- **Your task**:
Find the lines below that contain the string "compass", count them, and give only the number.
↓
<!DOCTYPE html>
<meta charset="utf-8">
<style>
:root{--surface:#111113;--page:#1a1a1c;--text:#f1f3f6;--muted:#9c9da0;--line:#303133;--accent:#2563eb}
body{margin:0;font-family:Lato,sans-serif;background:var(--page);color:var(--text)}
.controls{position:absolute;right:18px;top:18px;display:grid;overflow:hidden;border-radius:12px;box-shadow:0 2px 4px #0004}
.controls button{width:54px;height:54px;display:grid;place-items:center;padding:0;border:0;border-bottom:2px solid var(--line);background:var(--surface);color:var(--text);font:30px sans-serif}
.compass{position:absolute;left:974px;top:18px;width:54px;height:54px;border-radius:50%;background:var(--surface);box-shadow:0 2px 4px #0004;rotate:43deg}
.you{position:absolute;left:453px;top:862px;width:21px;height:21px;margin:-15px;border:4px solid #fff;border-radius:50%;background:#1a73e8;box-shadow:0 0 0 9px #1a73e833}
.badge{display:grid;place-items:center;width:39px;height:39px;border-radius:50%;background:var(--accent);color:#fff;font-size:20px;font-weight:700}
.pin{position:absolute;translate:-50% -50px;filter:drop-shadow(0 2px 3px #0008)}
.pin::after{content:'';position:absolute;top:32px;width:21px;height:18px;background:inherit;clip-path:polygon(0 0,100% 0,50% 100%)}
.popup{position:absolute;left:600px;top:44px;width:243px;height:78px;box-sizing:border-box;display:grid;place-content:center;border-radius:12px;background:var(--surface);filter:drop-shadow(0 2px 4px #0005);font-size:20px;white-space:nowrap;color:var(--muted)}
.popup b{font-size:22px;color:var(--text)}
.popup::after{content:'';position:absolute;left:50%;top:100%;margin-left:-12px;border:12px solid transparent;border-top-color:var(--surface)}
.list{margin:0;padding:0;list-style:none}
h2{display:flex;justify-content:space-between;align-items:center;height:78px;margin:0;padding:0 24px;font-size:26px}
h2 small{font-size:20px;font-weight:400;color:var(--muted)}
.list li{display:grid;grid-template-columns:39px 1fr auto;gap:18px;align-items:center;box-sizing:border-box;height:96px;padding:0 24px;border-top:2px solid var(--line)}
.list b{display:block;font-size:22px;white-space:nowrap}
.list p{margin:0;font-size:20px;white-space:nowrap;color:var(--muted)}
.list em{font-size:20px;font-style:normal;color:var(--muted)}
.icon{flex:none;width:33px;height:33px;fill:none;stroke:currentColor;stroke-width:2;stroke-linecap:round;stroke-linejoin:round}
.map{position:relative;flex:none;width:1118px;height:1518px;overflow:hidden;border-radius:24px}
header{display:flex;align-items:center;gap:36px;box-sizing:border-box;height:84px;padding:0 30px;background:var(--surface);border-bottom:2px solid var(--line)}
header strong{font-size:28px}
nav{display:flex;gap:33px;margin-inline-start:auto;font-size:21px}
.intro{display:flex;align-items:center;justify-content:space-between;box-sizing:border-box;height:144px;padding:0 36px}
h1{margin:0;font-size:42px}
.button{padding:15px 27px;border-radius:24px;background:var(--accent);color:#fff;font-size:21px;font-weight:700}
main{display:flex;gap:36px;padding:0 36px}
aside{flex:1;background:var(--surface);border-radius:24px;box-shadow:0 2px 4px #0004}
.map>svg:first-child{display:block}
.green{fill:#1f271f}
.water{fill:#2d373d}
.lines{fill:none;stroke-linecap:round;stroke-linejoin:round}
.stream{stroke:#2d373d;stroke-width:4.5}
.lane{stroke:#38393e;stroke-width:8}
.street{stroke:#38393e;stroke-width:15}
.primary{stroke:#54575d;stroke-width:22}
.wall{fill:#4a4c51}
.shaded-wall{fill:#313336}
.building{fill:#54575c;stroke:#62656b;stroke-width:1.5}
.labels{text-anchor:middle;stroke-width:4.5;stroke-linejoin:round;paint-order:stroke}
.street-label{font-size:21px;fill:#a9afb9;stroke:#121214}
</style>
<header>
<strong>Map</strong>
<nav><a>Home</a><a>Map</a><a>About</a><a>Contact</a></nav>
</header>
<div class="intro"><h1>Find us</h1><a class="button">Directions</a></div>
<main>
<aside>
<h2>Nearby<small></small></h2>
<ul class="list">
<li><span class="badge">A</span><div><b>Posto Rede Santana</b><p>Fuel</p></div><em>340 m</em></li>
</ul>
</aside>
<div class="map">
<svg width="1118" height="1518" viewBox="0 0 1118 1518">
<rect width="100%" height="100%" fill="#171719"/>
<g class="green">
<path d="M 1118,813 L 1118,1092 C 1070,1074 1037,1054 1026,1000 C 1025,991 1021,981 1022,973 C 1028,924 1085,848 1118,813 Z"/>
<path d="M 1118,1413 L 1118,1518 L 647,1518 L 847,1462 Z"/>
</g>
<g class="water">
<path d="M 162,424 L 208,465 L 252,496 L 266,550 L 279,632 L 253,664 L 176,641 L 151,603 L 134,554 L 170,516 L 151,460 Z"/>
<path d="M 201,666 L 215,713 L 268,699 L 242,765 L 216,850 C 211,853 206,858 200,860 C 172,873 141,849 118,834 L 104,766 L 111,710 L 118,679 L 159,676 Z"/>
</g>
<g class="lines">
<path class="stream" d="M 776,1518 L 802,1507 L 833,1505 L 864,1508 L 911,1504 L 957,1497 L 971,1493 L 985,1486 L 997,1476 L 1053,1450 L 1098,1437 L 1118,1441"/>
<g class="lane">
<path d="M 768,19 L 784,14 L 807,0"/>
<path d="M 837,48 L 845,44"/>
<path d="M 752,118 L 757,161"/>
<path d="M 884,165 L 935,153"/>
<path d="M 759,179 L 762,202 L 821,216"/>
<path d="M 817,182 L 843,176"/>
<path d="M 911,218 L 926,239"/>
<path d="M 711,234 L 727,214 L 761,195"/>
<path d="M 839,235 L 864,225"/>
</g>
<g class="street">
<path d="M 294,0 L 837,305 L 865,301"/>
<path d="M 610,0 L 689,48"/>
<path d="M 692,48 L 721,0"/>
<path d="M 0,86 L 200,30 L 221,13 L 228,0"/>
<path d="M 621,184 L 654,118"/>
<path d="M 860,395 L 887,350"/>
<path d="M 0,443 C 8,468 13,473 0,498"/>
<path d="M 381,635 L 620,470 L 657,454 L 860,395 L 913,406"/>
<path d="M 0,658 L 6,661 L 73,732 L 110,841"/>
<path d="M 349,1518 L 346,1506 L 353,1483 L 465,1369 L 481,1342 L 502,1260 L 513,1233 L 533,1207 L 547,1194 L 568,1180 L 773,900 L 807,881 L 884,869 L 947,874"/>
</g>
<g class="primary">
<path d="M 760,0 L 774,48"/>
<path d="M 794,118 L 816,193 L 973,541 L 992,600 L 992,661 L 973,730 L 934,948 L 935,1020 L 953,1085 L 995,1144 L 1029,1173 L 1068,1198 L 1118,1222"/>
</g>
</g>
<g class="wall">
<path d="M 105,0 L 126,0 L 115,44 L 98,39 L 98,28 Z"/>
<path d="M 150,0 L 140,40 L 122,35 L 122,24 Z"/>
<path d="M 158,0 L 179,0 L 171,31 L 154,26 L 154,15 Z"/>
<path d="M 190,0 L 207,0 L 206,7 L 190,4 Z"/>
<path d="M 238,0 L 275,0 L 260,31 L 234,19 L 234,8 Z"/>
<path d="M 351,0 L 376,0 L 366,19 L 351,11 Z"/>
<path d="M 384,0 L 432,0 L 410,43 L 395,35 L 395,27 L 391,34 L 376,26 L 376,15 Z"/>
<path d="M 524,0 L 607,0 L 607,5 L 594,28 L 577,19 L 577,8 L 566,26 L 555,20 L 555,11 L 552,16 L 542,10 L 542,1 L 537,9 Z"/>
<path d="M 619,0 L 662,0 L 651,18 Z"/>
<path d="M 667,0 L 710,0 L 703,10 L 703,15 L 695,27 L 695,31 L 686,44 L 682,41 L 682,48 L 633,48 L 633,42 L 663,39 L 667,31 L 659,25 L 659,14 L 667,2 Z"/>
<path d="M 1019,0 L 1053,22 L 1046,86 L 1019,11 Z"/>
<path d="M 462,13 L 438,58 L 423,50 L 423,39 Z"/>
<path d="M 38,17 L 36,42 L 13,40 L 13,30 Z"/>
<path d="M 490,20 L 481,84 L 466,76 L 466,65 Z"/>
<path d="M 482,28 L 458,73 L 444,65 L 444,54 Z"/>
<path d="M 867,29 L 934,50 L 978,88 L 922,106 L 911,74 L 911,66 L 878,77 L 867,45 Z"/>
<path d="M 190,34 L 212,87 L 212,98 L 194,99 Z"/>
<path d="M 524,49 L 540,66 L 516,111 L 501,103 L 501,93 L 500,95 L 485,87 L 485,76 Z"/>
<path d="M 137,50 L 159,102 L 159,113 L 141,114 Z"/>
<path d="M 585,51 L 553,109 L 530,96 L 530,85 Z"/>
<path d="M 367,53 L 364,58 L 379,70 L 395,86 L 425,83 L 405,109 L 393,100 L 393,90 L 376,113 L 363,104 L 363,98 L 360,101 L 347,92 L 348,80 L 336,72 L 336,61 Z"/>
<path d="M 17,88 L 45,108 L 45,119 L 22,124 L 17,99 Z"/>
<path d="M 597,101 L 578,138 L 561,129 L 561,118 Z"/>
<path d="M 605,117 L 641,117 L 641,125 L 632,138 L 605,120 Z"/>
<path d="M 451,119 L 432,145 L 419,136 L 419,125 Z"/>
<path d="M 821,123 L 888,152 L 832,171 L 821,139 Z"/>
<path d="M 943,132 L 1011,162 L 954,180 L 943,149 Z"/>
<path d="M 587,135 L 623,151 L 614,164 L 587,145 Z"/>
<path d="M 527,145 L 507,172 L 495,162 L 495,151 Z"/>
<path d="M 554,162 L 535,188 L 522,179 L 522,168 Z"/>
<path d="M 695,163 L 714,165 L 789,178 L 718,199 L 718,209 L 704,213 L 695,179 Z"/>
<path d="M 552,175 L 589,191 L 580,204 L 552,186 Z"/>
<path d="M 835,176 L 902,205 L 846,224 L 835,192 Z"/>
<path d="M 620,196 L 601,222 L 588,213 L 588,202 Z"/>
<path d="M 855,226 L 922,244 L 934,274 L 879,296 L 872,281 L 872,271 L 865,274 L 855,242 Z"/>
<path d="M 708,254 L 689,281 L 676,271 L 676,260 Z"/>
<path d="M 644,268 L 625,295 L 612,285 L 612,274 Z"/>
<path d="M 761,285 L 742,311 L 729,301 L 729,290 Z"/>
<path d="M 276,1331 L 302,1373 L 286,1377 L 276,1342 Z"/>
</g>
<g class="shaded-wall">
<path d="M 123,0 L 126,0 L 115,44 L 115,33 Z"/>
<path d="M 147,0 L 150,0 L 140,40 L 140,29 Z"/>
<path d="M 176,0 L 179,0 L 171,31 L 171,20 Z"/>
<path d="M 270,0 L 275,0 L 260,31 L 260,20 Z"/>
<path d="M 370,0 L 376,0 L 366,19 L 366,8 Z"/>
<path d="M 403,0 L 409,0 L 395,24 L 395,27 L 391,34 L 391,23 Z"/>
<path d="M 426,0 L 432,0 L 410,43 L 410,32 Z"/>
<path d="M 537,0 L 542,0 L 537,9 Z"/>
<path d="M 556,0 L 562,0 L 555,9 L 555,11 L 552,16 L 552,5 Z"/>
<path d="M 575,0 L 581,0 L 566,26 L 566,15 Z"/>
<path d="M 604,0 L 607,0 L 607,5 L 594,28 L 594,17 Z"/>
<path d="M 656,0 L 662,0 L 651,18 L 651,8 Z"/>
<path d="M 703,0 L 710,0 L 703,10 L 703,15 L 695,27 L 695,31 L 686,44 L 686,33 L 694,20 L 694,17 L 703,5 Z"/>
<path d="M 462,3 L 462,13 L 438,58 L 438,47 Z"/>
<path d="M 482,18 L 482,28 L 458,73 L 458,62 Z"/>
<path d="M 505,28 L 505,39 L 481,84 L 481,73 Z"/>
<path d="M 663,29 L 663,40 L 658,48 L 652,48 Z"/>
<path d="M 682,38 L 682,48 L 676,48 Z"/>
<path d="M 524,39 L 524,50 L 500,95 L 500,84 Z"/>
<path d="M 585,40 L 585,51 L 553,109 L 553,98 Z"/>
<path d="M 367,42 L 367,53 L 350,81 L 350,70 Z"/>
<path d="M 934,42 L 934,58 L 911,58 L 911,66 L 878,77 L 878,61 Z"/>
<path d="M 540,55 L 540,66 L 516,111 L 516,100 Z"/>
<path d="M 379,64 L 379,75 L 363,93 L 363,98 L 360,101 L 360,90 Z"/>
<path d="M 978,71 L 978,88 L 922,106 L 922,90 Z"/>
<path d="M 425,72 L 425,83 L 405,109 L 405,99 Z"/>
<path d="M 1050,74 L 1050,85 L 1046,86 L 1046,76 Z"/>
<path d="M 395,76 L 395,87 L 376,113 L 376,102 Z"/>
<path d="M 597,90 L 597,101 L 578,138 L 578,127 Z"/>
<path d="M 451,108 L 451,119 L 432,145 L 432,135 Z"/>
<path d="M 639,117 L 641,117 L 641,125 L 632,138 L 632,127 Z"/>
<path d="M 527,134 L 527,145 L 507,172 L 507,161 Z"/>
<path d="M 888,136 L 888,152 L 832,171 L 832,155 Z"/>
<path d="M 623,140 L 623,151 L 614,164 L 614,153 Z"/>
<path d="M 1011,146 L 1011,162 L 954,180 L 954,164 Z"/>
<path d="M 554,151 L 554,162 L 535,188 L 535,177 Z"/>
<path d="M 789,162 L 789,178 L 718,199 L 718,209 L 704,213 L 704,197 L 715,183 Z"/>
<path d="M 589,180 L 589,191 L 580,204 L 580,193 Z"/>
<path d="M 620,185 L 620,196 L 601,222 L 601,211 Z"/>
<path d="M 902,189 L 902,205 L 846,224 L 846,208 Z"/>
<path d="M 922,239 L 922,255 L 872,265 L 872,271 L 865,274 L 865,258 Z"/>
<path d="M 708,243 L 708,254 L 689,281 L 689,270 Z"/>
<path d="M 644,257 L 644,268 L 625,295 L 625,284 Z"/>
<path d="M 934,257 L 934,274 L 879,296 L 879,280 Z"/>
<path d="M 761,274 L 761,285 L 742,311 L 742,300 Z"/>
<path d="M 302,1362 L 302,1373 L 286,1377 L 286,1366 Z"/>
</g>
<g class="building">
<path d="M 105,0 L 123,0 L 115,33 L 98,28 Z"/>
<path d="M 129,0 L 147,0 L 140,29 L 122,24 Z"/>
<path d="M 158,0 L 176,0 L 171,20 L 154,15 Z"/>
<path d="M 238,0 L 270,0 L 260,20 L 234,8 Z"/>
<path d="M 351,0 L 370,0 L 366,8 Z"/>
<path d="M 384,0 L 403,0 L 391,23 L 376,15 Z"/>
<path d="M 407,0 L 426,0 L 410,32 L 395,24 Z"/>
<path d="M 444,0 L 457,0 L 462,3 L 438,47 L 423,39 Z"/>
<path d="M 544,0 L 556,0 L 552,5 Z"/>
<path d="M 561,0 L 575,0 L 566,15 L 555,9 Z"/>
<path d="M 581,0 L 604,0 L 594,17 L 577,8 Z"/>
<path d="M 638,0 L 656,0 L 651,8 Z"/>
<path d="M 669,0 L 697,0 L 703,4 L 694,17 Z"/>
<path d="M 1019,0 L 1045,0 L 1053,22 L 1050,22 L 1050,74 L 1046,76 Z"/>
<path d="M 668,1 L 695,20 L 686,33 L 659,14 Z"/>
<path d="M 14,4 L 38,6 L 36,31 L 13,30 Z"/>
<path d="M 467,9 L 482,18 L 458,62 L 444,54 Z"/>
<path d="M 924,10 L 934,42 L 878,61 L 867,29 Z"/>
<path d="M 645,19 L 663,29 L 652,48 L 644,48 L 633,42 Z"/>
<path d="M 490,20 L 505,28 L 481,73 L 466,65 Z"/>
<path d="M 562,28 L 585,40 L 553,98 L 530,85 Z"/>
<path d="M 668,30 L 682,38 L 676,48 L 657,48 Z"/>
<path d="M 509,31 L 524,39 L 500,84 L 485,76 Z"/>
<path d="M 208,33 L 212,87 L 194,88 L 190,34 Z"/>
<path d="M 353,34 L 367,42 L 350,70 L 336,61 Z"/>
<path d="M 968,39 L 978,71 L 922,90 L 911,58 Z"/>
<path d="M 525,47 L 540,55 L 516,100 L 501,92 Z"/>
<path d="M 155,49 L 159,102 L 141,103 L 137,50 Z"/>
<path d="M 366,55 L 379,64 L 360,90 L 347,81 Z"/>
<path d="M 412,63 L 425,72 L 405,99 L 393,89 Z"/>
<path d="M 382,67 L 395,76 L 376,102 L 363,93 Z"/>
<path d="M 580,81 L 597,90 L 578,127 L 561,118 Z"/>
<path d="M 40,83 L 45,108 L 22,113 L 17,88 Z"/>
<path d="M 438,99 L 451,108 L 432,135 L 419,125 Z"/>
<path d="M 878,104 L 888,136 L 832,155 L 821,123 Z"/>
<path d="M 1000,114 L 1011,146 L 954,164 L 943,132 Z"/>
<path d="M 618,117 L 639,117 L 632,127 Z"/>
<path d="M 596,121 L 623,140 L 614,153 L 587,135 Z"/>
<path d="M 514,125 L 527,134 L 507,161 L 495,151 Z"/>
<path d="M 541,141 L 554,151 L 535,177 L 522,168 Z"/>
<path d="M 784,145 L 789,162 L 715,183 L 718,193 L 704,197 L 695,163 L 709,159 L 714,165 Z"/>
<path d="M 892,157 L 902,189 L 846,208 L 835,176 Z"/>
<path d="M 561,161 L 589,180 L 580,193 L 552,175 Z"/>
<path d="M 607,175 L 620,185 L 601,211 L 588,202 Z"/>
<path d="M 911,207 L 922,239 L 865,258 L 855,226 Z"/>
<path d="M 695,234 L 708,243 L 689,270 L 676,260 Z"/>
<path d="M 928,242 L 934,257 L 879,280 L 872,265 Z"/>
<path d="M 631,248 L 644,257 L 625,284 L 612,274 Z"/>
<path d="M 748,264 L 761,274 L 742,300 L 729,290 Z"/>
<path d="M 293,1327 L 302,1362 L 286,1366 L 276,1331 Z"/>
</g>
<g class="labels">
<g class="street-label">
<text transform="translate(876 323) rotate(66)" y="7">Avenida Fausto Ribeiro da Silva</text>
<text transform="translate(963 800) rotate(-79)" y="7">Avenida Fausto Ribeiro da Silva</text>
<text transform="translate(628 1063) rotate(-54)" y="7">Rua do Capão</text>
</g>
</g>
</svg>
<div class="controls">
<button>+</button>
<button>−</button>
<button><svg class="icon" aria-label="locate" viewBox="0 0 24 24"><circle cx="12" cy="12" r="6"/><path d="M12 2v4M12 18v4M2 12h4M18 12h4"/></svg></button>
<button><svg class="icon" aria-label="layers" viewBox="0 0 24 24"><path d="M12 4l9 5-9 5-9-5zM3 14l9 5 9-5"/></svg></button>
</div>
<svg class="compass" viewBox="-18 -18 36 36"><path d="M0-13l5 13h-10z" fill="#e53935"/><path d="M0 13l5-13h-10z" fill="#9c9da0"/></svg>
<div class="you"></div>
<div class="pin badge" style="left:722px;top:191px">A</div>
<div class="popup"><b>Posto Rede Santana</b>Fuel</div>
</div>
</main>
↑
- **Final answer**:
2